Tornando al tema iniziale, è vero che anche qui si descrive una vita. ma tutto ciò che Proust ci descrive è (o sembra) filtrato dalla sua particolare sensibilità, diciamo pure dal suo snobismo. qui non ci sono principesse o salotti letterari, Knausgard probabilmente applica dei filtri ma non ce li fa vedere, insomma si ha l´impressione di essere di fronte a una vita vera, e l´aggettivo che mi viene in mente è "iperrealista".

Mi viene in soccorso lo scrittore stesso, che a un certo punto di questo secondo capitolo espone (o sembra farlo) la propria poetica

"...dovunque uno si voltasse vedeva finzione...il centro di tutta quella finzione, vera o meno che fosse, era l´omogeneità, che manteneva una costanza distanza dalla realtà. Non riuscivo a scrivere in questa situazione, non funzionava, a ogni singola frase faceva seguito un pensiero: ma questo è solo qualcosa che ti sei inventato. Non ha nessun valore. L´invenzione non ha nessun valore, il documentario non ha nessun valore. L´unica cosa in cui vedevo un valore, che ancora trasmetteva un significato, erano i diari e i saggi, la parte della letteratura che non aveva a che fare con il raccontare, non parlava di qualcosa, ma era fatta solo di una voce, la voce di una personalità a sé stante, un volto, uno sguardo che si poteva incontrare...se la finzione non aveva valore, allora non lo aveva neppure il mondo, perché era tramite la finzione che lo vedevamo adesso"
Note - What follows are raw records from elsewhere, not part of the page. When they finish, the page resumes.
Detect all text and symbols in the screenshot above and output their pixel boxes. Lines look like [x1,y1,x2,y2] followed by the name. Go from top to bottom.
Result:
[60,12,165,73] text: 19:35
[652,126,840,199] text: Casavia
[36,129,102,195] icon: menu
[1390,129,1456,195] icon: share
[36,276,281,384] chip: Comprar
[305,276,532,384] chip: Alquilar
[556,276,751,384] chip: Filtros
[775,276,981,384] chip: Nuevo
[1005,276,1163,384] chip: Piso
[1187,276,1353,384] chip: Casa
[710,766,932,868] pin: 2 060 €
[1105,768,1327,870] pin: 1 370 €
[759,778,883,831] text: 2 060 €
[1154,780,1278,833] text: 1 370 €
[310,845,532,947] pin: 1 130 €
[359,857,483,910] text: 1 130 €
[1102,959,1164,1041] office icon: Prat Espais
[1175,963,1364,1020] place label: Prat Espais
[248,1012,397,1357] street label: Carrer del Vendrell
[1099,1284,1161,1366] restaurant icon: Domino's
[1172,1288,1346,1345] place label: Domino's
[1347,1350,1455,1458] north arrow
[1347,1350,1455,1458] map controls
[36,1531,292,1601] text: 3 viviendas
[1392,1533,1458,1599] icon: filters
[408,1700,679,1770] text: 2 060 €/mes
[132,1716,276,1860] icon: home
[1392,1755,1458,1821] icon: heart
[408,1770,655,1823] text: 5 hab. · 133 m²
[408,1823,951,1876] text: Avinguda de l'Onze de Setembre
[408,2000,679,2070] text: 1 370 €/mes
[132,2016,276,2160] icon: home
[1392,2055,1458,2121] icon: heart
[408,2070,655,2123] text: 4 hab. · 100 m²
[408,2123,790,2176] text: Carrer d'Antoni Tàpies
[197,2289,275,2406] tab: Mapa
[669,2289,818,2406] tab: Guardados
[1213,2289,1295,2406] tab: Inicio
Quindi il tentativo di Knausgard attraverso il racconto iperrealistico e impudico (nel senso che pare non nascondere nulla) di sé è quello di sfuggire dalla morsa della finzione? O al contrario, la dichiarazione di poetica sopra riportata è essa stessa finzione, e quello che leggiamo altro non é che un romanzo, perché nessun diario, per quanto rispondente, per quanto preciso, può riportare la non-funzionalità della vita e allora già una pagina che riassume un momento o una giornata o un episodio o un impressione è in sé per sé finzione?

In fine, volo basso: si tratta comunque di un romanzo / saggio / diario appassionante, un esperimento e allo stesso tempo una narrazione di tipo tradizionale, che può essere letta quindi su più livelli, e che stimola ad aspettare con una certa trepidazione il prossimo capitolo.